3. Il résulte de l'instruction que l'avis de vérification du 20 décembre 2017 indiquait que les opérations de vérification devaient porter sur l'activité professionnelle de M. B... sous l'enseigne " Le Barachois " et que la vérificatrice a effectué des contrôles visant les déclarations et opérations de l'entreprise individuelle de M. B.... La circonstance qu'au cours de la vérification de comptabilité, le vérificateur ait examiné un compte bancaire mixte de l'intéressé ne suffit pas à caractériser le début d'une vérification approfondie de la situation fiscale d'ensemble, dès lors que seul le compte bancaire ouvert au nom de M. D... a été examiné et que les comptes personnels des époux B... n'ont pas donné lieu à un contrôle. Contrairement à ce qui est soutenu, la circonstance que les crédits bancaires figurant sur ce compte mixte aient été rattachés à l'activité professionnelle de M. B... ne saurait non plus être regardée comme caractéristique d'une vérification approfondie de situation fiscale d'ensemble. Au surplus, les impositions litigieuses résultant de la mise en œuvre de la procédure de l'évaluation d'office pour défaut de déclaration malgré l'envoi de mises en demeure, les moyens tirés de ce que la procédure de contrôle aurait été irrégulière sont tout état de cause inopérants.

Sur le bien-fondé de l'imposition :

4. Aux termes de l'article 978 du code des impôts de la Nouvelle-Calédonie : " Peuvent être évalués d'office, les bénéfices des contribuables qui perçoivent des revenus industriels, commerciaux ou artisanaux (...) lorsque ces contribuables sont imposés selon le régime du bénéfice réel, que la déclaration annuelle des résultats n'a pas été déposée dans le délai légal et qu'ils n'ont pas régularisé leur situation dans les trente jours de la notification d'une première mise en demeure. (...) ". Aux termes de l'article 1099 du code des impôts : " Lorsque l'imposition a été établie suivant la procédure de taxation d'office, la charge de la preuve incombe au contribuable qui demande la décharge ou la réduction de l'imposition (...) " et, en vertu de l'article 1100 du même code : " En cas de procédure d'office, le contribuable doit démontrer le caractère exagéré de l'imposition. ". Les bénéfices de M. B... ayant été évalués d'office, les requérants ont la charge de la preuve de l'exagération des impositions qu'ils contestent.

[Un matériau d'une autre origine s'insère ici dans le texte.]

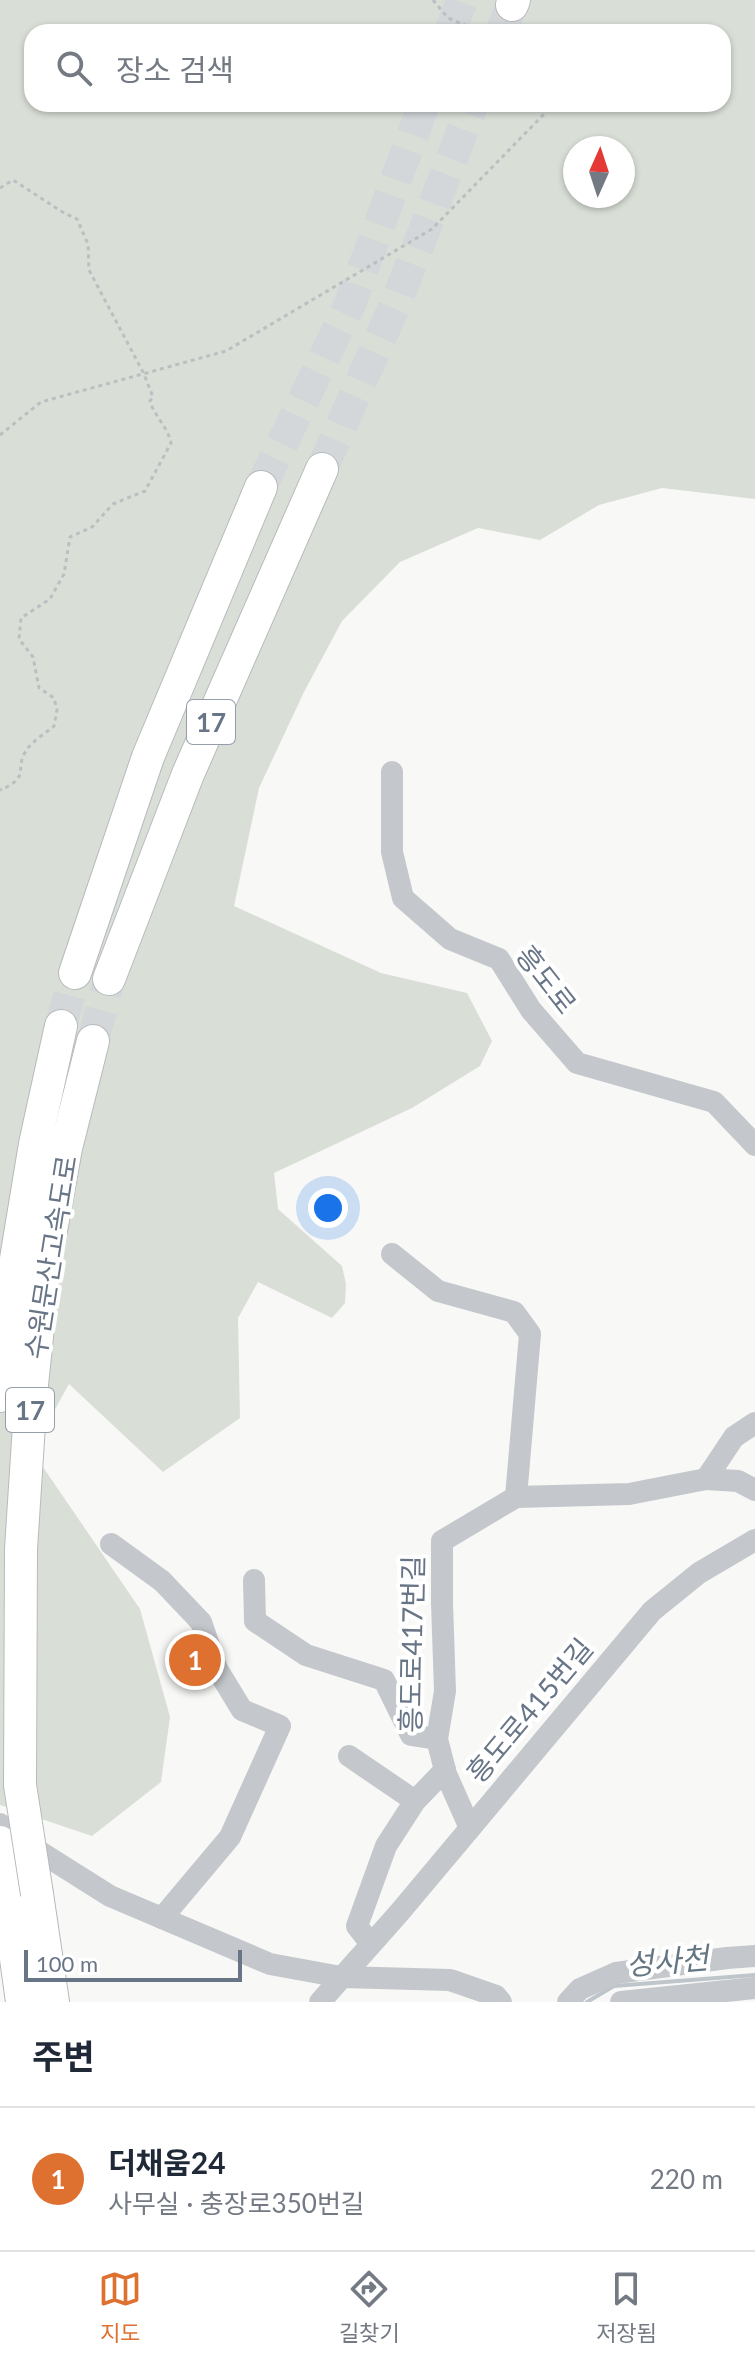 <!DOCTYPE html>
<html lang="ko">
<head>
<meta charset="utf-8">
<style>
	body { margin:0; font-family:Lato,"Noto Sans KR",sans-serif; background:#f6f6f7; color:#1f2937 }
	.compass { position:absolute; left:563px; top:136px; width:72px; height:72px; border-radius:50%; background:#fff; box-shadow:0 2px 6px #0004; rotate:3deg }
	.scale { position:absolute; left:24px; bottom:20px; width:218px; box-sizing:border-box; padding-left:8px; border:4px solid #687586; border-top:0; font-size:22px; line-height:28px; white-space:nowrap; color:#687586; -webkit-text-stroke:6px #fff; paint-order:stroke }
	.you { position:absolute; left:328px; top:1208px; width:28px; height:28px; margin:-20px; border:6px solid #fff; border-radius:50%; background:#1a73e8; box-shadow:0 0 0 12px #1a73e833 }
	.badge { display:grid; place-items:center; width:52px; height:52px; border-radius:50%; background:#de7030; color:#fff; font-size:26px; font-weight:700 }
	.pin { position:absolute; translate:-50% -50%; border:4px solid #fff; box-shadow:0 2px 8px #0006 }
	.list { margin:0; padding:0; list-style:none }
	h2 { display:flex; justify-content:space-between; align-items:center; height:104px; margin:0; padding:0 32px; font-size:34px }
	h2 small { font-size:26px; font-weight:400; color:#747a83 }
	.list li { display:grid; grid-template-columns:52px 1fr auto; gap:24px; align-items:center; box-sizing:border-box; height:144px; padding:0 32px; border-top:2px solid #e0e1e3 }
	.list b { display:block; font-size:30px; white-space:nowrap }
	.list p { margin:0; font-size:26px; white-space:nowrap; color:#747a83 }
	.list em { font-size:26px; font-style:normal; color:#747a83 }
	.icon { flex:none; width:44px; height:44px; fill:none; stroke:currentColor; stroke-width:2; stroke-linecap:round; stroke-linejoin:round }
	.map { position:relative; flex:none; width:755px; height:2002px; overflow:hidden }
	.search { position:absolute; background:#fff; box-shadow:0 2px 6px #0004; left:24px; right:24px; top:24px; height:88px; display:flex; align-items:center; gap:20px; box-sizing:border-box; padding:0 28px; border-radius:24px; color:#747a83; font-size:30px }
	.sheet { height:248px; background:#fff }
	nav { display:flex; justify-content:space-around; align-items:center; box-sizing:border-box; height:112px; border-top:2px solid #e0e1e3; background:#fff; font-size:22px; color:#747a83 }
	nav a { display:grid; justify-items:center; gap:4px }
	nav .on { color:#de7030 }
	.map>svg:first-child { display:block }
</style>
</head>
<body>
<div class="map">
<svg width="755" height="2002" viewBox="0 0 755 2002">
	<rect width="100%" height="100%" fill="#f8f8f6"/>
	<!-- green -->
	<path fill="#d9dfd7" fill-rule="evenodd" d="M0,0H755V499L662,488L599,505L540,540L478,528L400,562L342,621L304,692L259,788L234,906L381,973L467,993L492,1041L480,1066L412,1108L274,1173L278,1209L342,1266L346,1284L345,1303L332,1318L258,1282L238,1318L240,1418L163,1472L69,1384L32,1451L140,1609L170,1717L161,1782L92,1836L0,1805ZM32,32H723V104H32ZM575,148H623V196H575Z"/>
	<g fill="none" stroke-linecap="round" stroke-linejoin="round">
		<!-- stream -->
		<path stroke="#bec6cc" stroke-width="4" d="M587,2002L614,1986L755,1975"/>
		<!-- highway-tunnel -->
		<g stroke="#d4d7da" stroke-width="32" stroke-dasharray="32 16" stroke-linecap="butt">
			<path d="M450,32L462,0"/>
			<path d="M501,32L512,5"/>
			<path d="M322,469L398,298L473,104"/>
			<path d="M261,487L350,304L424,104"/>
			<path d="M61,1026L75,973"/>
			<path d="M93,1041L109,979"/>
		</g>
		<!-- highway casing -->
		<g stroke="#b7babd" stroke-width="34">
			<g id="highway">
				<path d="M512,5L514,0"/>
				<path d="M75,973L148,757L261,487"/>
				<path d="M109,979L188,774L322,469"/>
				<path d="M0,1396L15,1265L35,1144L61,1026"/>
				<path d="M20,1785L21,1549L31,1394L44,1269L66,1148L93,1041"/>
				<path d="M0,1842L22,2002"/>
				<path d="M37,1894L53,2002"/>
			</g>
		</g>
		<!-- path -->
		<g stroke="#bcbec1" stroke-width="3" stroke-dasharray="4 4" stroke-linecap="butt">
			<path d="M433,0L448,18L482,32"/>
			<path d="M0,188L13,180L64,213L77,219L88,244L89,270L144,374L153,397L150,401C154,416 168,427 171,443L145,491L113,504L92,527L70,537L64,574L50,599L21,618L19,639L33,657L39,688L54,698L57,710L54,726C46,733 34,740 28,748C12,769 33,776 0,790"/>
			<path d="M0,435L41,402L226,351L432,229L546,112L549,104"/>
		</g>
		<!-- minor -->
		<g stroke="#c4c7cb" stroke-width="22">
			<path d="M392,772V852L403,898L450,939L499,959L531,1010L577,1063L714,1102L755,1145"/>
			<path d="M392,1254L438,1291L514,1312L530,1334L516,1497"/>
			<path d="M706,1479L738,1481L755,1490"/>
			<path d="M111,1544L162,1581L201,1622L217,1669L242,1710L280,1726L230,1837L162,1918"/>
			<path d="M254,1580L255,1621L306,1655L384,1680L411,1735L437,1739"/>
			<path d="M349,1756L415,1801"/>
			<path d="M0,1824L10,1833L110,1896L270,1964L341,1977L450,1980L496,1996L501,2002"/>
			<path d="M470,1828L446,1774L437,1739L445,1691L442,1603V1541L516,1497L629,1494L706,1479L734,1437L755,1423"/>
			<path d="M371,1944L357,1926L386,1846L415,1801L445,1770"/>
			<path d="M320,2002L399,1913L652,1611L699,1573L755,1540"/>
			<path d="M568,2002L580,1989L616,1973L727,1958L755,1956"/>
			<path d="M621,2002L755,1988"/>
		</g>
		<!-- highway -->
		<use href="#highway" stroke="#fff" stroke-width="32"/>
		<!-- highway-bridge casing -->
		<g stroke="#b7babd" stroke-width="34" stroke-linecap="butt">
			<path id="highway-bridge" d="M20,1785L37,1894"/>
		</g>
		<!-- highway-bridge -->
		<use href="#highway-bridge" stroke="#fff" stroke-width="32"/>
	</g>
	<g text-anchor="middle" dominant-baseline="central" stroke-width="8" stroke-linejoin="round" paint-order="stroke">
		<!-- shield labels -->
		<g fill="#fff" stroke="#959eaa" stroke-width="2">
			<rect x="187" y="700" width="48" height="44" rx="6"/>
			<rect x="6" y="1388" width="48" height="44" rx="6"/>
		</g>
		<g font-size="26" font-weight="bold" fill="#687586">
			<text x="211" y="722">17</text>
			<text x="30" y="1410">17</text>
		</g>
		<!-- street labels -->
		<g font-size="28" fill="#687586" stroke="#fff">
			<text transform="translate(547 979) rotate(52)">흥도로</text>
			<text transform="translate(50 1257) rotate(-81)">수원문산고속도로</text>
			<text transform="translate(411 1644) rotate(-89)">흥도로417번길</text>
			<text transform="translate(529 1710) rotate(-50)">흥도로415번길</text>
		</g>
		<!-- water labels -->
		<g font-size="30" font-style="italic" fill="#647681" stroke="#fff">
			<text transform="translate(667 1960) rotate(-5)">성사천</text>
		</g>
	</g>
</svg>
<svg class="compass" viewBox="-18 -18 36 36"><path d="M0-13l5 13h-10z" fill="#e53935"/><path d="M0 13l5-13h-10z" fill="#747a83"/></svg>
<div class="scale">100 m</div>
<div class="you"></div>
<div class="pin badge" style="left:195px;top:1660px">1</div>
<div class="search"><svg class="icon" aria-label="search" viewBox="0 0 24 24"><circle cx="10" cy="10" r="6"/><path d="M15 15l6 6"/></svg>장소 검색</div>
</div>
<section class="sheet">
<h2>주변<small></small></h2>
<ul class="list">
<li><span class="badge">1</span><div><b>더채움24</b><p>사무실 · 충장로350번길</p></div><em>220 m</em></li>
</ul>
</section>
<nav>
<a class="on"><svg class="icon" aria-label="map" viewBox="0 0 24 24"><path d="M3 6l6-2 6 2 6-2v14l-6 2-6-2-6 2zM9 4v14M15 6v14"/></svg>지도</a>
<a><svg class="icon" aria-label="directions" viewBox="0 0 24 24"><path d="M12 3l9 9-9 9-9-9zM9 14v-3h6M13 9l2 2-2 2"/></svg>길찾기</a>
<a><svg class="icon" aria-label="saved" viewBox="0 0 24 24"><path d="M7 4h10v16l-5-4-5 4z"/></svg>저장됨</a>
</nav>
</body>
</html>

5. Aux termes du I de l'article 18 du même code général des impôts de la

Nouvelle-Calédonie : " Le bénéfice net est déterminé d'après les résultats d'ensemble des opérations de toute nature effectuées par les entreprises y compris notamment les cessions d'éléments quelconque de l'actif, soit en cours soit en fin d'exploitation. ". Aux termes du II de l'article 18 du même code : " Le bénéfice net est constitué par la différence entre les valeurs de l'actif net à la clôture et à l'ouverture de la période dont les résultats doivent servir de base à l'impôt diminuée des suppléments d'apport et augmentée des prélèvements effectués par l'exploitant ou par les associés. L'actif net s'entend de l'excédent des valeurs d'actif sur le total formé au passif par les créances des tiers, les amortissements et les provisions justifiés ".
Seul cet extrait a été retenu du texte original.